The reporting change is not the same as a new ranking system.

Google has not said that all search terms reports are now fictional or unusable. The documentation update is specific to AI-powered search experiences. In plain English: if the user interacts with one of those newer surfaces, the reported term may represent Google’s best understanding of the intent rather than a verbatim query source.

That distinction matters because it tells you where to be careful:

- Do not assume exact-match wording is reliable in AI search reporting. - Do not use one reported term as the sole basis for a negative keyword decision. - Do not treat AI search term data as the full voice of customer. - Do use it as a signal for intent clusters and creative testing.

This is especially important for B2B accounts with longer, higher-consideration journeys. When a user is researching a category through AI-assisted search, the interface may summarize a broader need rather than preserve a precise phrase. That can make intent analysis more useful than literal query matching.

The parallel lesson from the Liquid Web backlash

Another recent SEO-adjacent story is a useful reminder of how quickly trust breaks when platform changes are not communicated clearly. Liquid Web’s rebrand and consolidation of WordPress plugin products triggered confusion and backlash, with users questioning access, licensing, and product continuity source.
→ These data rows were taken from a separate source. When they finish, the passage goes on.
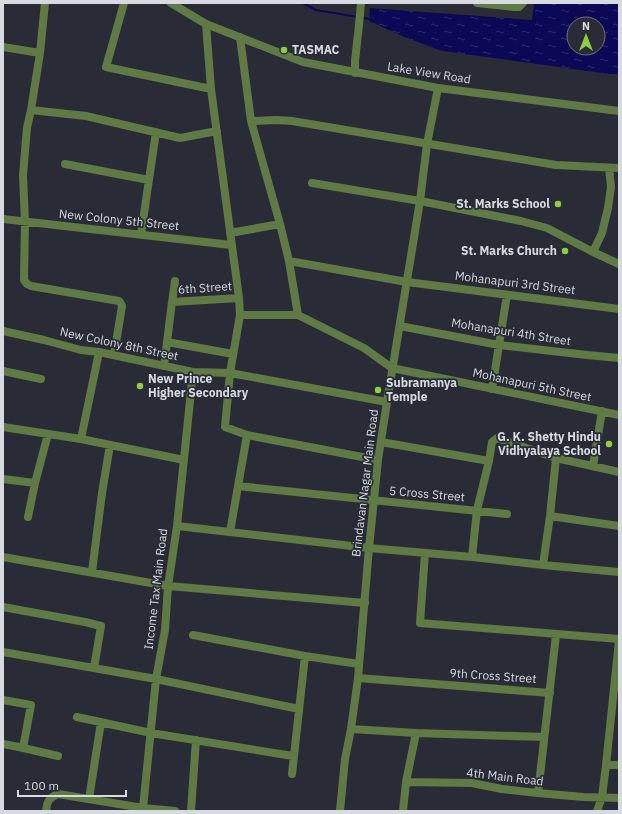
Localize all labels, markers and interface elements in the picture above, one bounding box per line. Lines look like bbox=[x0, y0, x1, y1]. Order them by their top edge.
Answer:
north arrow bbox=[566, 16, 606, 56]
text: N bbox=[582, 19, 590, 33]
place label: TASMAC bbox=[292, 42, 340, 57]
marker: TASMAC bbox=[279, 45, 289, 55]
street label: Lake View Road bbox=[386, 58, 472, 87]
place label: St. Marks School bbox=[456, 196, 550, 211]
marker: St. Marks School bbox=[553, 199, 563, 209]
street label: New Colony 5th Street bbox=[58, 206, 180, 233]
place label: St. Marks Church bbox=[461, 243, 557, 258]
marker: St. Marks Church bbox=[560, 246, 570, 256]
street label: Mohanapuri 3rd Street bbox=[454, 268, 576, 297]
street label: 6th Street bbox=[178, 278, 232, 297]
street label: Mohanapuri 4th Street bbox=[450, 315, 572, 348]
street label: New Colony 8th Street bbox=[58, 324, 180, 363]
street label: Mohanapuri 5th Street bbox=[471, 365, 593, 404]
place label: New Prince Higher Secondary bbox=[148, 371, 249, 400]
place label: Subramanya Temple bbox=[386, 375, 457, 404]
marker: New Prince Higher Secondary bbox=[135, 381, 145, 391]
marker: Subramanya Temple bbox=[373, 385, 383, 395]
street label: Brindavan Nagar Main Road bbox=[348, 408, 381, 558]
place label: G. K. Shetty Hindu Vidhyalaya School bbox=[497, 429, 601, 458]
marker: G. K. Shetty Hindu Vidhyalaya School bbox=[604, 439, 614, 449]
street label: 5 Cross Street bbox=[389, 483, 466, 504]
street label: Income Tax Main Road bbox=[141, 528, 170, 650]
street label: 9th Cross Street bbox=[449, 665, 537, 686]
street label: 4th Main Road bbox=[466, 764, 544, 789]
scale bar bbox=[18, 772, 126, 798]
text: 100 m bbox=[24, 778, 59, 793]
The lesson is not that Google and Liquid Web are the same. They are not.

The lesson is that product changes that affect user expectations need explanation, especially when existing workflows depend on stable terminology or stable access. In one case, the issue is licensing clarity. In the other, it is reporting clarity. In both cases, users lose confidence when the interface no longer appears to map cleanly to reality.

For marketers, that is a warning: if your reporting, taxonomy, or naming conventions are not robust enough to survive platform ambiguity, your decision-making becomes fragile.

What to do this week

The practical move is to separate exact query analysis from intent analysis.

1. Re-audit your search terms assumptions

Review recent search terms data from campaigns exposed to AI-powered search experiences. Flag any decisions that were based on a single report entry, especially negatives or budget cuts. If a term seems off, treat it as a candidate for validation, not proof.

2. Cross-check with conversion paths

Look at landing-page engagement, assisted conversions, and downstream lead quality. If a reported term looks broad but produces strong SQLs, the intent may be broader than the keyword suggests. If a term looks precise but creates poor-fit traffic, the report may be over-attributing relevance.

3. Expand your intent taxonomy

Move beyond a flat keyword sheet. Group queries into problem, solution, category, competitor, and comparison intent buckets. This is more resilient when search surfaces abstract user wording.

4. Tighten negative keyword governance

Do not let AI-reported terms flow straight into exclusions without review. Create a second-pass process for AI-surface queries, especially in accounts with meaningful spend and long sales cycles.

5. Align SEO and paid search reporting

If AI search experiences are abstracting intent, SEO teams should share theme-level analysis with paid media teams. That helps both sides spot category demand, content gaps, and message angles even when the raw query text is imperfect.

The editorial takeaway

Google’s update is a small documentation change with a large operational implication: search reporting is becoming more interpretive in AI surfaces source.

For marketers, the response is not panic. It is discipline.

Use search terms data, but do not worship it. Validate it against outcomes. Organize around intent, not just strings. And this week, audit your negatives and reporting assumptions before the mismatch between reported intent and actual user behavior costs you budget or signal.

If AI search is the new interface, then the marketer’s job is no longer just to read the query. It is to understand what the query was trying to become.